NBA Informs GMs League Planning Rule Overhaul To Combat Tanking

NBA Commissioner Adam Silver informed all 30 general managers Thursday that the league intends to implement anti-tanking rule changes before next season, according to ESPN sources. Silver was described as "forceful" in conveying his determination to resolve the issue.
The announcement came during a GM meeting where Silver, league executives and team decision-makers aligned on protecting competitive integrity. Senior adviser Mike Krzyzewski urged swift, decisive action and called on all parties to prepare for rule changes in the coming months.

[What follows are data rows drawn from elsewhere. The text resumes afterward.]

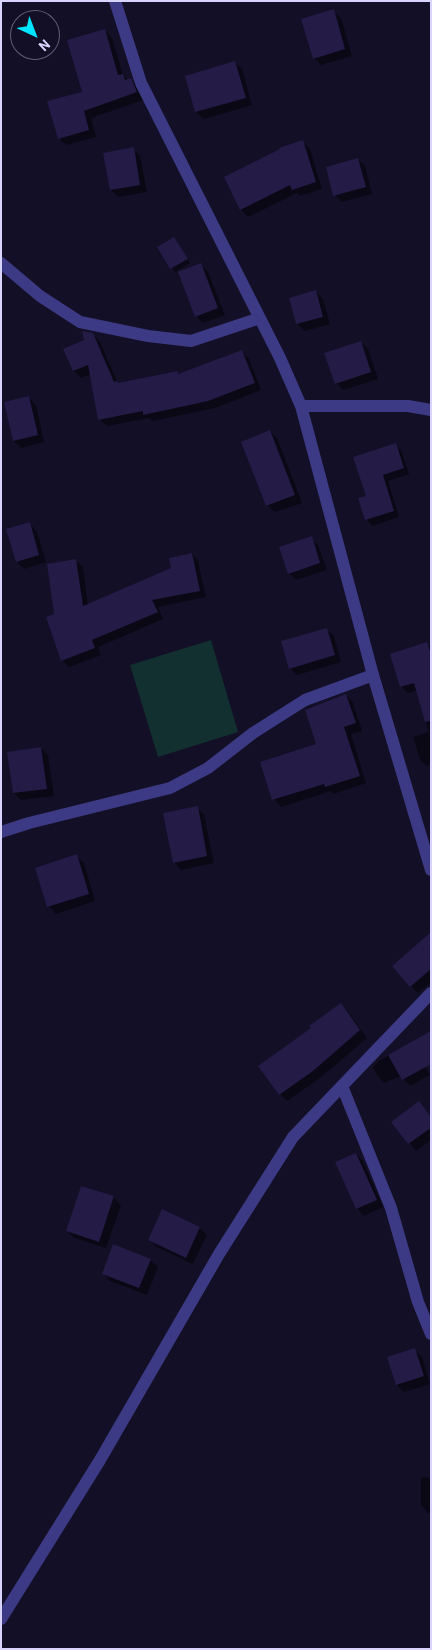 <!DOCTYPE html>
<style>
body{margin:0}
#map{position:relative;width:432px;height:1650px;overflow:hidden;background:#130f26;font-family:Barlow,sans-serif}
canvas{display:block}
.frame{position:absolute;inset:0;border:2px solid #d9d4ff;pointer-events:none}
.north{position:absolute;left:10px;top:10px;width:50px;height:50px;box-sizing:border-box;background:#130f26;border:1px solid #625e7d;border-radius:50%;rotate:137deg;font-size:14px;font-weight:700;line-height:20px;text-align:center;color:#d9d4ff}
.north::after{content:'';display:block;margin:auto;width:18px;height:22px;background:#00e5ff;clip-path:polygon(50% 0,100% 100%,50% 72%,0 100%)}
</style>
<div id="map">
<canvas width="432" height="1650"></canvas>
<div class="frame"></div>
<div class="north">N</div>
</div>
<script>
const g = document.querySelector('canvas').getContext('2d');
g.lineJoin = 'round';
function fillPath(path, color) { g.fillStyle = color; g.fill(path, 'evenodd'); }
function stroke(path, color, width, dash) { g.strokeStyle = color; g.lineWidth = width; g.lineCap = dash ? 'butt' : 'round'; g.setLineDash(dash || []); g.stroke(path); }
fillPath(new Path2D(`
 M211 640 238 732 158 757 130 665Z`), '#12302f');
fillPath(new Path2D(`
 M333 11 341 18 352 56 321 65 314 58Z
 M105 30 112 38 123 75 128 80 130 79 138 87 143 100 91 118 96 137 66 145 59 138 83 92Z
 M234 62 242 69 252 105 204 119 196 112 186 76Z
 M303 142 310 149 322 189 300 196 297 193 248 217 241 210 225 177Z
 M133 149 140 156 147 192 118 197 111 190Z
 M358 159 365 166 372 194 342 202 335 195Z
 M174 238 190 263 175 272 159 248Z
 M201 265 208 272 225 315 203 323 196 316Z
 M316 292 323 299 330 324 305 331 297 324Z
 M93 334 100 342 118 384 177 372 180 375 242 352 249 359 261 390 215 408 152 421 149 418 107 426 99 419 91 374 81 378 74 371 65 349 85 341Z
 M360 342 368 349 378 379 343 390 336 383Z
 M29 398 36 405 44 442 21 448 14 441Z
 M269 431 277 438 302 503 275 512 267 505Z
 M395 445 401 450 409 474 388 481 399 517 372 526 367 520 360 499 367 496Z
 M30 524 37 532 46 562 24 569 17 562Z
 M311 538 318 545 327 570 296 580 289 573Z
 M192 554 198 561 206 597 158 607 163 619 98 647 101 655 69 667 62 660 55 615 76 561 83 567 88 605 172 568Z
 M326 629 334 636 341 662 297 675 290 668Z
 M427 644 431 648V764L426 766 420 759 413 737 429 732 417 690 408 693 401 686Z
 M346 695 353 703 362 731 351 734 366 783 333 794 331 791 281 807 274 799 317 745Z
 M41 748 48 755 54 796 21 800 14 793 9 753Z
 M197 808 204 815 214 863 181 870 174 862Z
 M76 856 84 863 95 901 56 914 49 906Z
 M431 937V982L418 993 411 986Z
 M341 1004 348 1012 367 1038 320 1078 287 1101 280 1094 312 1029Z
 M431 1033V1064L425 1066 430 1075 410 1086 401 1076 384 1083 377 1075 373 1067 379 1061Z
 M419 1103 431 1116V1140L416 1151 393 1122Z
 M356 1154 363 1161 383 1207 364 1216 357 1208Z
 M113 1197 121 1205 106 1248 75 1238 67 1231Z
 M163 1211 200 1228 207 1235 193 1264 157 1247 149 1239Z
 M150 1260 158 1267 147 1295 110 1281 103 1273Z
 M415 1350 422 1357 430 1384 404 1392 397 1385Z
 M421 1477 431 1478V1513H428L421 1505Z`), '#0007');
fillPath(new Path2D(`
 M334 9 345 49 313 59 301 19Z
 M105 29 118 75 123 74 125 80 131 78 137 92 84 111 89 130 58 139 47 101 82 92 67 40Z
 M235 61 246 98 195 112 185 76Z
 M303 140 316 182 292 190 290 185 240 210 224 177 280 149 279 148Z
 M134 147 140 185 110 190 103 153Z
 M358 158 366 187 333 196 326 167Z
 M174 237 188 259 170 269 157 247Z
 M201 263 218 308 195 317 178 272Z
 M316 290 323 317 296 324 289 298Z
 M82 331 93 333 114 382 117 381 118 383 178 371V374L242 350 255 383 208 401 143 415V411L98 420 88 365 73 371 63 349 84 340Z
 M361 341 371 372 335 384 324 353Z
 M29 396 38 435 13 441 4 402Z
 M270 430 295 495 266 506 241 442Z
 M396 443 404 468 383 475 394 511 365 520 358 498 366 496 353 457Z
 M30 522 39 555 16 562 6 529Z
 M312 536 320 563 288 574 279 547Z
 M192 553 200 591 152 600 158 612 92 640 95 648 61 661 46 617 54 614 47 564 76 559 83 606 171 568 169 558Z
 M327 628 335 655 289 669 281 641Z
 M427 642 431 654V721L425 722 414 683 400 687 390 654Z
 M346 694 356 723 344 727 360 776 325 787 324 784 272 800 260 762 316 744 305 710Z
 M41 747 47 789 13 793 7 752Z
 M198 806 207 856 173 863 163 813Z
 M77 854 89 894 47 907 35 868Z
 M431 932V969L410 987 392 966Z
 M341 1003 360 1030 313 1071 279 1095 258 1066 311 1028 309 1026Z
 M431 1031V1064L402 1080 388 1055Z
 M419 1101 431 1117V1128L408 1144 391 1122Z
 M356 1153 377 1200 356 1209 335 1162Z
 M81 1186 114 1196 99 1242 66 1231Z
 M162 1209 200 1227 186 1258 148 1240Z
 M113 1244 151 1259 139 1288 102 1274Z
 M415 1348 424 1376 396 1385 387 1357Z`), '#241b47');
stroke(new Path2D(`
 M115 1 141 83 280 358 301 406 373 675 431 870
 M1 263 40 296 80 322 148 336 191 341 260 318
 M301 406H408L431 410
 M1 832 29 823 170 788 208 768 253 733 305 700 373 675
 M342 1086 391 1208 418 1302 431 1334
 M1 1619 100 1460 219 1254 293 1137 431 993`), '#3d3a85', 12);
</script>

Multiple concepts under active discussion include restricting first-round pick protections to top-four or top-14-plus selections, freezing lottery odds at the trade deadline, extending the lottery to include all play-in teams, basing lottery odds on two-year records, and flattening odds across all lottery teams. Additional proposals would bar teams from selecting in the top four in back-to-back years, after consecutive bottom-three finishes, or the season following a conference finals appearance.
The league's dialogue with owners, the competition committee and general managers has intensified since December, when initial concepts were first introduced at an ownership meeting.
Silver said during All-Star Weekend that tanking had grown "worse this year than we've seen in recent memory."
Last week, the NBA fined the Utah Jazz $500,000 and the Indiana Pacers $100,000 for sitting healthy players.
Earlier Thursday, Phoenix Suns owner Mat Ishbia publicly condemned tanking on X, calling it "much worse than any prop bet scandal."